Task directions:
Set out exactly, line by line, the stretch of data below that begins at the line containing "position:absolute; left:952px; top:722px;" and ends at the line containing "position:absolute; translate:-50% -51px;", with both ends kept.

Provided data:
★ ★ ★ ★ ★
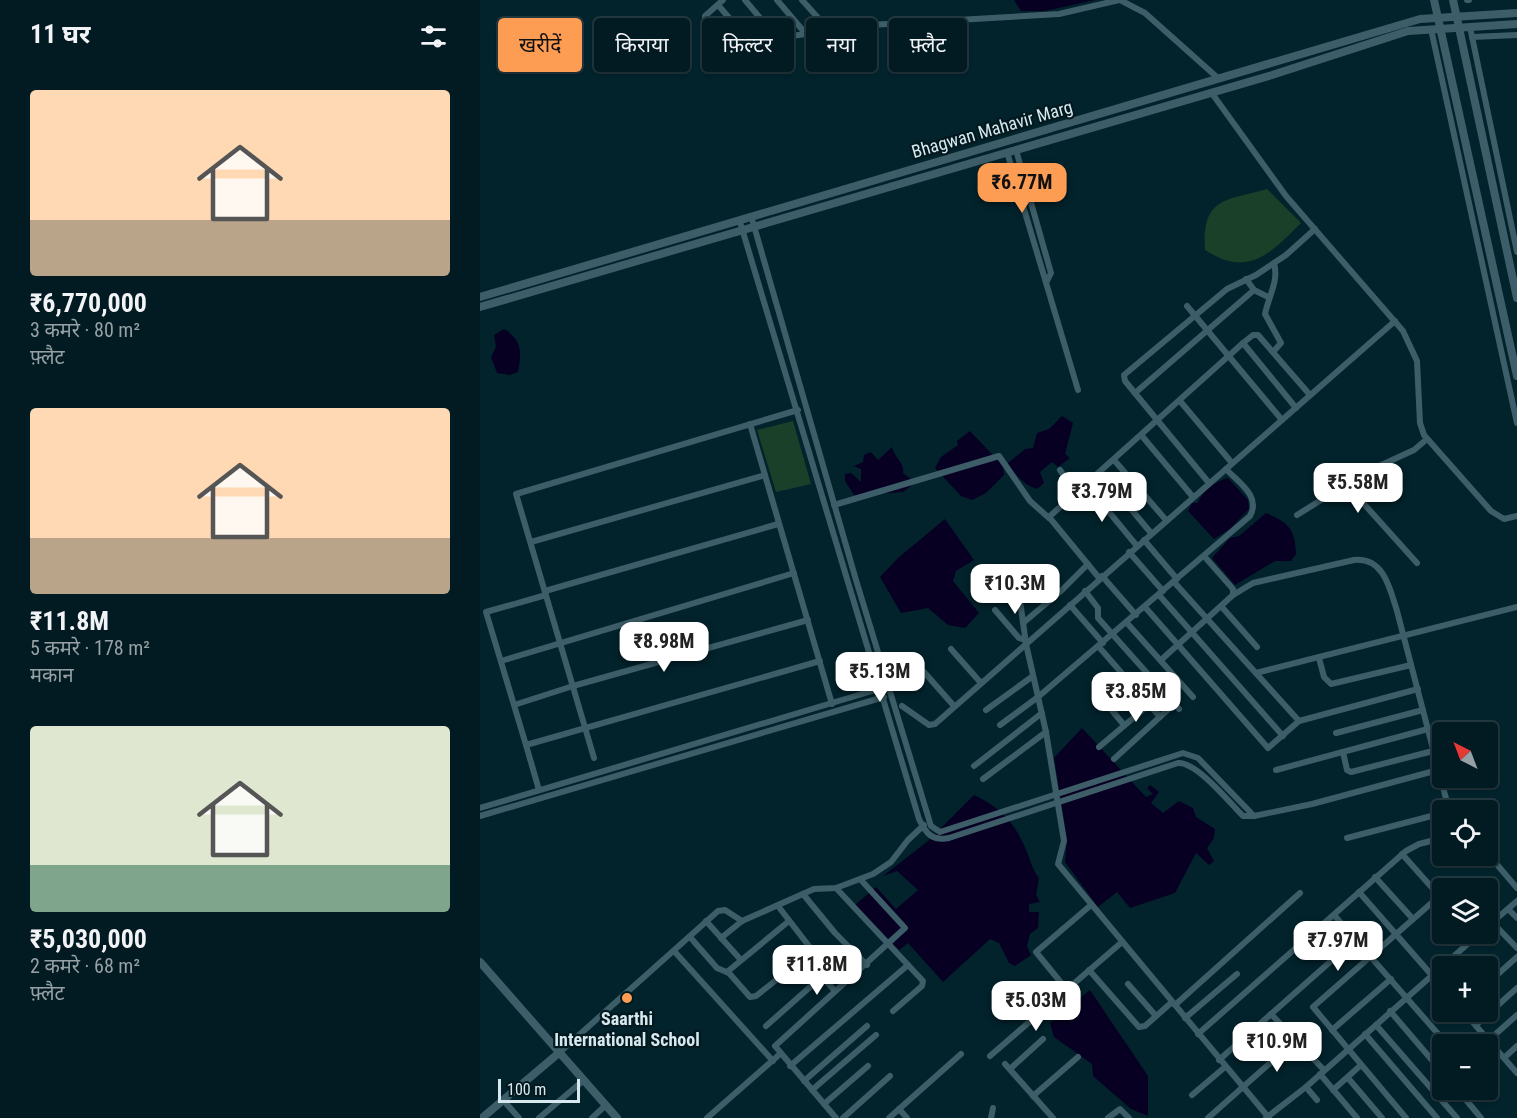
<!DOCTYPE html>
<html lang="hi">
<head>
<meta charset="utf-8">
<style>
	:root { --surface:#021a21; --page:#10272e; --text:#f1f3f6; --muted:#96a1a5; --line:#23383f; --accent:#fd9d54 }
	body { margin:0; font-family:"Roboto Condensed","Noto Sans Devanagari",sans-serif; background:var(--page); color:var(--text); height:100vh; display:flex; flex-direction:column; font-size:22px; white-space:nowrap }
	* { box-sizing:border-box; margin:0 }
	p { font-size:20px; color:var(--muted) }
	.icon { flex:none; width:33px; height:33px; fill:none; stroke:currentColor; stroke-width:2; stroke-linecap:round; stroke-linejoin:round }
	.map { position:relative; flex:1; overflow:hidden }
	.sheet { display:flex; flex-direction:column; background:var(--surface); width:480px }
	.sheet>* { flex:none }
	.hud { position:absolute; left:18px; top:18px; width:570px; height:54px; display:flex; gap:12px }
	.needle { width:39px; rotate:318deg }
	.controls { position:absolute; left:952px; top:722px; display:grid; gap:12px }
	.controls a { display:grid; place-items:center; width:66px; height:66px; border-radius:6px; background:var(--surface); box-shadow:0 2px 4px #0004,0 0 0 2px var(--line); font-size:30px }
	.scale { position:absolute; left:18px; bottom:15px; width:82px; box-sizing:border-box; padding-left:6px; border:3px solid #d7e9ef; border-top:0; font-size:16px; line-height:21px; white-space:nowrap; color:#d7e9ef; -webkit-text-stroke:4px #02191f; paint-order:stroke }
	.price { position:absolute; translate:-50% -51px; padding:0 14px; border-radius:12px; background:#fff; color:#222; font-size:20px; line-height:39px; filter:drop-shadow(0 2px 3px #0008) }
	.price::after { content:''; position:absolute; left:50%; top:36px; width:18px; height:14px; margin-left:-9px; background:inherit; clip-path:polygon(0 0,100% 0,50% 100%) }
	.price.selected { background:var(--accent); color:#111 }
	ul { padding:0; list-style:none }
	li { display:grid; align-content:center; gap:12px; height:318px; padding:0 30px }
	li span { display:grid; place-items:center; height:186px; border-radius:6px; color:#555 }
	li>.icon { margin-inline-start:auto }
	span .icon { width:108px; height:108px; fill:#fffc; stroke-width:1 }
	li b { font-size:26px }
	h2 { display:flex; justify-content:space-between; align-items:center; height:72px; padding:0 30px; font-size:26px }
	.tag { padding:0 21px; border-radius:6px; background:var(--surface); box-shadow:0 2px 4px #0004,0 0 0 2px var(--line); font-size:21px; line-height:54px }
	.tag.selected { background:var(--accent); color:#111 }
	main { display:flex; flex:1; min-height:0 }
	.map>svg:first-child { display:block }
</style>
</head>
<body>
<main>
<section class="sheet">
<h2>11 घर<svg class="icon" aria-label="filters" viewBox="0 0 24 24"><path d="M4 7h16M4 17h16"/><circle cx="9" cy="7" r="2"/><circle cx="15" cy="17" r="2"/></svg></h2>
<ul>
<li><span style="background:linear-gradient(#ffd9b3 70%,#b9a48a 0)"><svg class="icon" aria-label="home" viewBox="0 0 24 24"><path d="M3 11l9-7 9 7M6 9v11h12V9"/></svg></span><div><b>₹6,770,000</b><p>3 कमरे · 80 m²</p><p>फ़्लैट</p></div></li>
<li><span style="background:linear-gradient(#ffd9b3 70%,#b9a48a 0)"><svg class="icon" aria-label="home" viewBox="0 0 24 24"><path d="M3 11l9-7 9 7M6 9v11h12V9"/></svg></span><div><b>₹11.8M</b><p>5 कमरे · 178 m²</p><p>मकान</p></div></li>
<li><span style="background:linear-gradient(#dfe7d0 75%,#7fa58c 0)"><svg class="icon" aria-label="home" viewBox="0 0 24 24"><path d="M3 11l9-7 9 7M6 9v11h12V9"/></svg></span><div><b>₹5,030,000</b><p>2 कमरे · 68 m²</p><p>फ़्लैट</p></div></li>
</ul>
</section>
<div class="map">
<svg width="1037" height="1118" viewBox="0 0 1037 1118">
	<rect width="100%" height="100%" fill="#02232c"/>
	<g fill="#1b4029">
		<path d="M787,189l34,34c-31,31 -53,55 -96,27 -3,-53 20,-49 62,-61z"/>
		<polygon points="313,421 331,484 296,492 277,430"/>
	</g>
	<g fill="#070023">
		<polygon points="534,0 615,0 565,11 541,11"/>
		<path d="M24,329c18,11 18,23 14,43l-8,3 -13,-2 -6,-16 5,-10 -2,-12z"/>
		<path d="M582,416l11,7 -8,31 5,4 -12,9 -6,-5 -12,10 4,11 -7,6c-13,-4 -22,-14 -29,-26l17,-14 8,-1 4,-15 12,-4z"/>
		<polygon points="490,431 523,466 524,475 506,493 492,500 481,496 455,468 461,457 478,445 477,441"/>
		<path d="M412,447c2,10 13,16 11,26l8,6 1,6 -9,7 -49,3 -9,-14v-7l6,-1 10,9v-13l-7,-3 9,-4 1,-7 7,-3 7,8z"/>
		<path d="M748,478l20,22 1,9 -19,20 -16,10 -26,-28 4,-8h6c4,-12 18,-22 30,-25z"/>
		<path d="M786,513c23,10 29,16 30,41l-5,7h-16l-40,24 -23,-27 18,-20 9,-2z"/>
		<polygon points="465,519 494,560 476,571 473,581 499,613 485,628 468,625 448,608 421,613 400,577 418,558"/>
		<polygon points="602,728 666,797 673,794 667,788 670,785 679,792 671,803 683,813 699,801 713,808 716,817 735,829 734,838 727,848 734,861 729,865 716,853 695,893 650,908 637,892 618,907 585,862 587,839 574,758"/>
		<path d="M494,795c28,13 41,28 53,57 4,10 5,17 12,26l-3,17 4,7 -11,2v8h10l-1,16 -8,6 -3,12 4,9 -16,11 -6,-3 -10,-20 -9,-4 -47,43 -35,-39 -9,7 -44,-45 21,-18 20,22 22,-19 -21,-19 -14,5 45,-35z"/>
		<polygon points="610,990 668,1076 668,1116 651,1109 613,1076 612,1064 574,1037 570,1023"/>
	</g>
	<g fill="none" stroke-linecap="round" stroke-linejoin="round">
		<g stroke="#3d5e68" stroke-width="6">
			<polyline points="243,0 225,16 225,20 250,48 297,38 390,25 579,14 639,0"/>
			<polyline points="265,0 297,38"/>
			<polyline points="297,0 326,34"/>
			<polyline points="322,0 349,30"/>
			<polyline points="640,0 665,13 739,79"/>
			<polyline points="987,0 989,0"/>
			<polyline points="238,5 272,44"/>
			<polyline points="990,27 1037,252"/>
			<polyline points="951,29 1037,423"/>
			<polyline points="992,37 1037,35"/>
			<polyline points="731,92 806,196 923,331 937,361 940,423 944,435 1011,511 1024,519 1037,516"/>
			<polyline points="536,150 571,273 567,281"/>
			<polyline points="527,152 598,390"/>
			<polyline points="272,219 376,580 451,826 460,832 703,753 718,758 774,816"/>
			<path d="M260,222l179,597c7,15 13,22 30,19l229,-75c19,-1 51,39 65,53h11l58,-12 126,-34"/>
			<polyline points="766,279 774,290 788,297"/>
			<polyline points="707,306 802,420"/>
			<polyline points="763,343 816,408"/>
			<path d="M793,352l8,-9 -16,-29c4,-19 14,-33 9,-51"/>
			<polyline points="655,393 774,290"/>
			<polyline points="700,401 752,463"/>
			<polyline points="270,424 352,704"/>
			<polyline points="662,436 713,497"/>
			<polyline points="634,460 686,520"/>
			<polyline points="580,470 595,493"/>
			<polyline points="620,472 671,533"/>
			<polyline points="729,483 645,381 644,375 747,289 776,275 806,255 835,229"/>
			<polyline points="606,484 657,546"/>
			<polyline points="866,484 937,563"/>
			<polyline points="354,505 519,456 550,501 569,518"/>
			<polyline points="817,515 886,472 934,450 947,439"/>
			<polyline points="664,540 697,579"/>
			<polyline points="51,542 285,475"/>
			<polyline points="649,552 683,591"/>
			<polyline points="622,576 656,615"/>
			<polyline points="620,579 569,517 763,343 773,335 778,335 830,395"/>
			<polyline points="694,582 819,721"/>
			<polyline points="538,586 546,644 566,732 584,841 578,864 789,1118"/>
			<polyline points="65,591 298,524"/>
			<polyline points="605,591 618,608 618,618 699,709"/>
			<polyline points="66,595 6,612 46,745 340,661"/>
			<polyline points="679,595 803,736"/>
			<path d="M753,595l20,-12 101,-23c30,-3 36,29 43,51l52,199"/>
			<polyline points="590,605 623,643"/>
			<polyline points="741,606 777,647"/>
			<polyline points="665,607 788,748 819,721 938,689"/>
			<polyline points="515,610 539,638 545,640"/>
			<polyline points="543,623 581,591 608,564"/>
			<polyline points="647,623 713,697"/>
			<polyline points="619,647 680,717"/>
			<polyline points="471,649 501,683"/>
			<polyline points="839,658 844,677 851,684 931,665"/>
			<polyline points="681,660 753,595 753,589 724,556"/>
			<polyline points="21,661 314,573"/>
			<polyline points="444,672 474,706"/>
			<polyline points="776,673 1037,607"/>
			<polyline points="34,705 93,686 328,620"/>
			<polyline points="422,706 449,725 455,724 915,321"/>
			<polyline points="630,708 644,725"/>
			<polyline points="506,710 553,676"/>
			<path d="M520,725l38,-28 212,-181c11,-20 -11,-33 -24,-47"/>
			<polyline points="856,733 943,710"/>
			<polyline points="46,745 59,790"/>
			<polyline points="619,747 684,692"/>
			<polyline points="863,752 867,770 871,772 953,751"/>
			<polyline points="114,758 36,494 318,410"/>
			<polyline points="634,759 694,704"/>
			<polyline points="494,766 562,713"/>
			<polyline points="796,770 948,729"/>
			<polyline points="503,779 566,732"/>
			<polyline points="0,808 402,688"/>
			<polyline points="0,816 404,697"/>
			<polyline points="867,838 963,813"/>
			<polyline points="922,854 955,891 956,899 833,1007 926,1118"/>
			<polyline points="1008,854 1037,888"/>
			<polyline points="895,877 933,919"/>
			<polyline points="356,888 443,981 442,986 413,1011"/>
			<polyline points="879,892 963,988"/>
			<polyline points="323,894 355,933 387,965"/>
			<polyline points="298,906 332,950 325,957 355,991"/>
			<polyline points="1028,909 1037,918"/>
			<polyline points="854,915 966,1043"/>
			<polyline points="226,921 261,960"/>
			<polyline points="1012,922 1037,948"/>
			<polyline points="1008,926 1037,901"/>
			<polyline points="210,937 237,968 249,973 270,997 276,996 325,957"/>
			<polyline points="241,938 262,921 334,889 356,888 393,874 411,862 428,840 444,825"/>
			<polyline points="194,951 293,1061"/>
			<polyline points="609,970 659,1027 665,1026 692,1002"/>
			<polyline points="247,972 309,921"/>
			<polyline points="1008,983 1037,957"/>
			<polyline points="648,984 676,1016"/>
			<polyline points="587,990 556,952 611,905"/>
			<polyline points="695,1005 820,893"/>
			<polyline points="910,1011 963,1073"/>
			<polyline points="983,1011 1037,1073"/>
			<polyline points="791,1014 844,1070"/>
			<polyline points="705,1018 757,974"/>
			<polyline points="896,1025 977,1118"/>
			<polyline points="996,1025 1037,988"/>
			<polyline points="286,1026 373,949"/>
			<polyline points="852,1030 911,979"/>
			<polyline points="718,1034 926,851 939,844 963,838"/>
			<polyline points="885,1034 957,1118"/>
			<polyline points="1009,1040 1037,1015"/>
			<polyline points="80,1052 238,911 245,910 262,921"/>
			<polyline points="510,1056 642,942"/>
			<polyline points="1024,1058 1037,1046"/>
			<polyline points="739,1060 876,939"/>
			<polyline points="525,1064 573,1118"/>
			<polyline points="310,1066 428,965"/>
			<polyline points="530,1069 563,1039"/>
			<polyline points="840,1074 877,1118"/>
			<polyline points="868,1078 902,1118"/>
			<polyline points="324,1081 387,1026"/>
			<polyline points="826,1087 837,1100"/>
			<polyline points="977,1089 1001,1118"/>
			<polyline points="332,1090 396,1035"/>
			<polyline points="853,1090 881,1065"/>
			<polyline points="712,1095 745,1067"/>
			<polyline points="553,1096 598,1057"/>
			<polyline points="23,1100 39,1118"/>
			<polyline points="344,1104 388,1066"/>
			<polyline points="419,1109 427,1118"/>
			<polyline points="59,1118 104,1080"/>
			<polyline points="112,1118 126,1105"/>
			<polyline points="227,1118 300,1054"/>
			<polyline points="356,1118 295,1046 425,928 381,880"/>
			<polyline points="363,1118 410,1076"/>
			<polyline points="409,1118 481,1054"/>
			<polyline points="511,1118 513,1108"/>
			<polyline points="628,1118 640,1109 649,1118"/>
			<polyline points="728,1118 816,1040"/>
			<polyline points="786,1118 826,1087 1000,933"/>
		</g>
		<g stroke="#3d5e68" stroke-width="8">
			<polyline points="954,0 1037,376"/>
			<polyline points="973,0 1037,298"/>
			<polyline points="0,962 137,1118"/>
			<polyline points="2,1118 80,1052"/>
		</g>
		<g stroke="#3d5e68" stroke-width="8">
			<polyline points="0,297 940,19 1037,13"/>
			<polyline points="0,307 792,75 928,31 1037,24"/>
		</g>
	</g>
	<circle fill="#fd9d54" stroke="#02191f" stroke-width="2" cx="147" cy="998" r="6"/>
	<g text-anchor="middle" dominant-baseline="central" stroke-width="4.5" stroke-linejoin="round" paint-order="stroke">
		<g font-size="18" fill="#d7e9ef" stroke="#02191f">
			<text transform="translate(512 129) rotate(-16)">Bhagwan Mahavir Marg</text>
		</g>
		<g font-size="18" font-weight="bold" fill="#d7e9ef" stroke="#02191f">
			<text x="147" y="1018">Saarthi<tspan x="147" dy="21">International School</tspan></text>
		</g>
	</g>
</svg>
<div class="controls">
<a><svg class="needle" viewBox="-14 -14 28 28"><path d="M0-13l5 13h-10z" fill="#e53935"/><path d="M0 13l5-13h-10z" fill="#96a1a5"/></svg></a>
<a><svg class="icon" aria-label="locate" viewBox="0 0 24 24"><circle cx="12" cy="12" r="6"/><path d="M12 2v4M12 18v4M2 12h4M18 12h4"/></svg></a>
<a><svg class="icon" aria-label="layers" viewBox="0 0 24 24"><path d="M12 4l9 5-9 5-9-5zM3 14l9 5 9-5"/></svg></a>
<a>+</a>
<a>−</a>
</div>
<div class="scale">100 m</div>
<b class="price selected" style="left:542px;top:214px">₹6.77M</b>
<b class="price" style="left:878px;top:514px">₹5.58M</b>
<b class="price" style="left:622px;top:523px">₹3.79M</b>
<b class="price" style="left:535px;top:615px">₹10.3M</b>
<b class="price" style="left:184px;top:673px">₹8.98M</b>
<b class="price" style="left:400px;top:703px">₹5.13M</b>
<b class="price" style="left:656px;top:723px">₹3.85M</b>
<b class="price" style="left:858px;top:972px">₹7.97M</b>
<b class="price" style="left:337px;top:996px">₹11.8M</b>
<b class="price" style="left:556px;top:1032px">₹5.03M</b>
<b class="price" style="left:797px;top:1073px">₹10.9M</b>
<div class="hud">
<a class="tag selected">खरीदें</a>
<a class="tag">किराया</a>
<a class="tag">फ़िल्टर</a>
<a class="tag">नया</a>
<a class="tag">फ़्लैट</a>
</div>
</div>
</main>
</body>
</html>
★ ★ ★ ★ ★
Output for this task:
	.controls { position:absolute; left:952px; top:722px; display:grid; gap:12px }
	.controls a { display:grid; place-items:center; width:66px; height:66px; border-radius:6px; background:var(--surface); box-shadow:0 2px 4px #0004,0 0 0 2px var(--line); font-size:30px }
	.scale { position:absolute; left:18px; bottom:15px; width:82px; box-sizing:border-box; padding-left:6px; border:3px solid #d7e9ef; border-top:0; font-size:16px; line-height:21px; white-space:nowrap; color:#d7e9ef; -webkit-text-stroke:4px #02191f; paint-order:stroke }
	.price { position:absolute; translate:-50% -51px; padding:0 14px; border-radius:12px; background:#fff; color:#222; font-size:20px; line-height:39px; filter:drop-shadow(0 2px 3px #0008) }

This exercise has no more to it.